Para que não me interpretem mal, esclareço que admiro e respeito a honrada categoria de juízes decentes, que tornam-se tão ou mais escassos que a população dos micos-leões dourados ou das ararinhas azuis. Porém, seria falso negar a indignação que decorre da constatação do quanto os maus juízes podem, ardilosamente, dispor da vida dos outros, sem a menor cerimônia.

Ruy Barbosa escreveu: "Que a coroa da justiça esteja mais alta que a coroa dos reis. E seja tão nobre e imaculada como a dos santos". É, dr. Ruy, ainda bem que o senhor não está aqui para ver. Nem todos são maus na Justiça e os que sobram, em sobeja maioria, conseguem matar advogados, destruir famílias, exterminar crenças, destroçar esperanças. Pois a sentença da Justiça, dr. Ruy, quando chega depois de anos e anos, mesmo que vitoriosa, chega fria, tardia, frouxa, vazia, e deveria vir acomodada em esquife, porque gélida como um cadáver. E assim, como na vitória do fracasso, as famílias e as histórias se perdem e nada, absolutamente nada, se resolve.

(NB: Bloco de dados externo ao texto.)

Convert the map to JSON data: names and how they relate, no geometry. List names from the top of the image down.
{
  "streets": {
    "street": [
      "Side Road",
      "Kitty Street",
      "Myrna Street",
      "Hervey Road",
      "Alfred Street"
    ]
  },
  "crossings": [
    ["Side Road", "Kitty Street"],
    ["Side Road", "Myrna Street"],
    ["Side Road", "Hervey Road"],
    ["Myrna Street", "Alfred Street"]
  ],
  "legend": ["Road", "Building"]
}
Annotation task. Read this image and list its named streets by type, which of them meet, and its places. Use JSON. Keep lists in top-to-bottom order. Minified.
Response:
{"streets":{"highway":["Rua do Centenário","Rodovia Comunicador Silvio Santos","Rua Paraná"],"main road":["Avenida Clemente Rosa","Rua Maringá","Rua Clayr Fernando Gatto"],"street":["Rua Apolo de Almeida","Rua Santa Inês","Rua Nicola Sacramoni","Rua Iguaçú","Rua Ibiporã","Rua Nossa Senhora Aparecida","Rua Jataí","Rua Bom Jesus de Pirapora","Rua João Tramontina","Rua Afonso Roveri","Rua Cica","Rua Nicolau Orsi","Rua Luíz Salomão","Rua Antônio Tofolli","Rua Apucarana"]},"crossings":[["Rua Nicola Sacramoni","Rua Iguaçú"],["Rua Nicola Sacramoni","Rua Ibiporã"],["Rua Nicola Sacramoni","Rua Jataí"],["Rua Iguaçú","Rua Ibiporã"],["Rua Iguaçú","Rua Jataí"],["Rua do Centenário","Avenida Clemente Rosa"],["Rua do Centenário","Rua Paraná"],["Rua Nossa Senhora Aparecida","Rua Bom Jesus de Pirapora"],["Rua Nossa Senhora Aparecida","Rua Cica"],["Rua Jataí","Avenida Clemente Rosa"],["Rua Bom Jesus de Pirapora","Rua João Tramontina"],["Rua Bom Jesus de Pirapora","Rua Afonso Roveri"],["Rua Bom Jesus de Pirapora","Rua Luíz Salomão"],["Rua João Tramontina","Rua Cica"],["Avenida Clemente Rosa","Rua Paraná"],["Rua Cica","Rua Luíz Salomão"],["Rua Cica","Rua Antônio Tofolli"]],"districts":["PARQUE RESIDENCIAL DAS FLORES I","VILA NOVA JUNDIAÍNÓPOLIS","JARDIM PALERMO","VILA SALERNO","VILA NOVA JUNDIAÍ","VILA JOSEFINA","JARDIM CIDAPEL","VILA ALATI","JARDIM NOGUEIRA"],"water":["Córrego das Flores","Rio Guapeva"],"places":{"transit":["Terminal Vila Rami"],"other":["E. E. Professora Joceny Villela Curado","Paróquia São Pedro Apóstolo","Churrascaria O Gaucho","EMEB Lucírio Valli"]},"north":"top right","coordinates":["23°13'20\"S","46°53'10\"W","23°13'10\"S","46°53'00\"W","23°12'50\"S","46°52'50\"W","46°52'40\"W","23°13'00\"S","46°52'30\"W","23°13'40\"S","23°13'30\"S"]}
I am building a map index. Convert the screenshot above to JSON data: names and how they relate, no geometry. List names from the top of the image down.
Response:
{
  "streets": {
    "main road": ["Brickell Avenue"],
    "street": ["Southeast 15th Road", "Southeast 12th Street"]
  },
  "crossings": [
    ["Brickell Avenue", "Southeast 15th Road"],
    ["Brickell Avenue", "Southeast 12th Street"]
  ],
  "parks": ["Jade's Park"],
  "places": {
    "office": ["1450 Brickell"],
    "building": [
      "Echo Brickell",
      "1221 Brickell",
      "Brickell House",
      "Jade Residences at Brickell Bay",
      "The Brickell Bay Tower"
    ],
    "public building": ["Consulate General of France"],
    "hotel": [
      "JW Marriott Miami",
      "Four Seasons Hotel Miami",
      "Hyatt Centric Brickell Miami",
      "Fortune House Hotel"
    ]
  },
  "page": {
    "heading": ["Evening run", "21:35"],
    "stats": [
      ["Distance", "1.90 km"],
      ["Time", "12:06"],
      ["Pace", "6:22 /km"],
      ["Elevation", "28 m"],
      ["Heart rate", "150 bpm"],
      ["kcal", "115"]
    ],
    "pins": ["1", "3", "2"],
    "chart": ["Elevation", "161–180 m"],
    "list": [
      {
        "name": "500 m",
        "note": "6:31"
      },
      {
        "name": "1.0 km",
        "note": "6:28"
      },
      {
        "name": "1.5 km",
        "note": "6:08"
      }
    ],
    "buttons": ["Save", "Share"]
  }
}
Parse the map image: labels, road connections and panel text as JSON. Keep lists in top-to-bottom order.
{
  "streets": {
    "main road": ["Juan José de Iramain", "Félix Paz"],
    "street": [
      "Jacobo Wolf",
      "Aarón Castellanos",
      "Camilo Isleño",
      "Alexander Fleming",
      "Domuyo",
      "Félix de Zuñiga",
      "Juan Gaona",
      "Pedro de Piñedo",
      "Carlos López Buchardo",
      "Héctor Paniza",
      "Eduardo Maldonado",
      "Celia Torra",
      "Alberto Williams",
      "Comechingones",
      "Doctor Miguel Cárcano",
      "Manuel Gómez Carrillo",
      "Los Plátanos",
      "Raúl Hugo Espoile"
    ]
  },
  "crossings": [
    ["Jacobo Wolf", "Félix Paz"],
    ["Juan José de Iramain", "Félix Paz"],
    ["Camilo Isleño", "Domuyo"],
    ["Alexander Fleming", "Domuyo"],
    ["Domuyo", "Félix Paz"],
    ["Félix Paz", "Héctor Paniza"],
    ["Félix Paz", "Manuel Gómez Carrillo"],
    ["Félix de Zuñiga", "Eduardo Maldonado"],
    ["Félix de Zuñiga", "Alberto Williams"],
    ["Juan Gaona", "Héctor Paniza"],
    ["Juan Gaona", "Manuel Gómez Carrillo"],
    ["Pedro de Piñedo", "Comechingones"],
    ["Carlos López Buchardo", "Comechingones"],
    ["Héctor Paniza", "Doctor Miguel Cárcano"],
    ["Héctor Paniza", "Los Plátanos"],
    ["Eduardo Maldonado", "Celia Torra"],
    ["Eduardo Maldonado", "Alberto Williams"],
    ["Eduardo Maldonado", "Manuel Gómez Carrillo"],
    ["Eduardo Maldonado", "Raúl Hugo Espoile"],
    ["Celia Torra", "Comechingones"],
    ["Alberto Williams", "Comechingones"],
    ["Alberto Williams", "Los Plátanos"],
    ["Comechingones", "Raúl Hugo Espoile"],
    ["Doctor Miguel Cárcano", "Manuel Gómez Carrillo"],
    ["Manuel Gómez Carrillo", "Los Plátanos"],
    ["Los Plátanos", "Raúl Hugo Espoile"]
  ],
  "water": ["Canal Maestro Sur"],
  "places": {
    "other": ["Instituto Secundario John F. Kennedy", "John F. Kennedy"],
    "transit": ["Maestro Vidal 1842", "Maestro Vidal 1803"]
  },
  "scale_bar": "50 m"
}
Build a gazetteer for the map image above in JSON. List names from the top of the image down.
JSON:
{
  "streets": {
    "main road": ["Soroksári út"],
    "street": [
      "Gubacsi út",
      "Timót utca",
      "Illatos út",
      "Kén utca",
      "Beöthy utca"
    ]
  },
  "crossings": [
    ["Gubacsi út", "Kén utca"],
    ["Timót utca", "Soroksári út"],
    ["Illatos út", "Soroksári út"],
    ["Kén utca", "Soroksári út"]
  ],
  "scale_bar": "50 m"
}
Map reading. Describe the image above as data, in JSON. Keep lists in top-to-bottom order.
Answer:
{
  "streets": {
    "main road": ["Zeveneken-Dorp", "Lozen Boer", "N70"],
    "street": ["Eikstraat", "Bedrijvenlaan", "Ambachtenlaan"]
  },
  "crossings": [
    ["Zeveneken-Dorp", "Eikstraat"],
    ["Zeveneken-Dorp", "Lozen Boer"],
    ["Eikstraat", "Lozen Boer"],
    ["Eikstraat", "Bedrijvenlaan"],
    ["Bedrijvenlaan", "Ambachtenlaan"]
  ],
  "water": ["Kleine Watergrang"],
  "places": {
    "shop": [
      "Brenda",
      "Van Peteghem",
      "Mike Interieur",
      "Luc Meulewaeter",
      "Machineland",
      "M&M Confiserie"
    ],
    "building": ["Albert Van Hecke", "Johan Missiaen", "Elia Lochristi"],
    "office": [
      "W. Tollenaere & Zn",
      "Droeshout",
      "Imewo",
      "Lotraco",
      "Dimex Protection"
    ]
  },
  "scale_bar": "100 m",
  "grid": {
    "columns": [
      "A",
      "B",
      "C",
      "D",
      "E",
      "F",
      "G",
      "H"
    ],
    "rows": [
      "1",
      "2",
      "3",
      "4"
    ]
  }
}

Perdoe-me por incomodar seu descanso eterno, dr. Ruy, mas é só para relatar-lhe o que tenho assistido pasma. "Bacharelepípedos" formam-se em qualquer faculdadezinha (as temos nestes tempos aos milhares) com diplomas adquiridos em suaves prestações, o que por aqui denomina-se mensalidade. Depois, fazem cursinhos caríssimos para passar no sério exame da OAB. E aí, mais um cursinho para a carreira de juiz. São mocinhos que, sem vivência nem maturidade, determinam nossas vidas.

Para ilustrar: presenciei dia desses, pelo processo do inventário de meu pai, que já dura uma década e meia, um rapazinho com gel nos cabelos espetados, mangas da camisa dobradas e braços tatuados. Era o juiz. Sem qualquer constrangimento, disse: "Comecei há pouco tempo e nem li estes autos, mas como estão todos aqui vamos realizar a audiência assim mesmo". Isso é conduta de juiz? Em seguida, disse que precisaria ler os autos e remarcou a audiência para sete meses depois.

Sou professora universitária de Ética e Legislação do Jornalismo, tendo começado como monitora pelas mãos do saudoso dr. João Féder. Em qualquer empresa, funcionários são punidos ou premiados por rendimento, capacidade, produtividade e competência. Mas quem fiscaliza a conduta dos juízes? É a Corregedoria, claro, desde que sejam denunciados pelos advogados.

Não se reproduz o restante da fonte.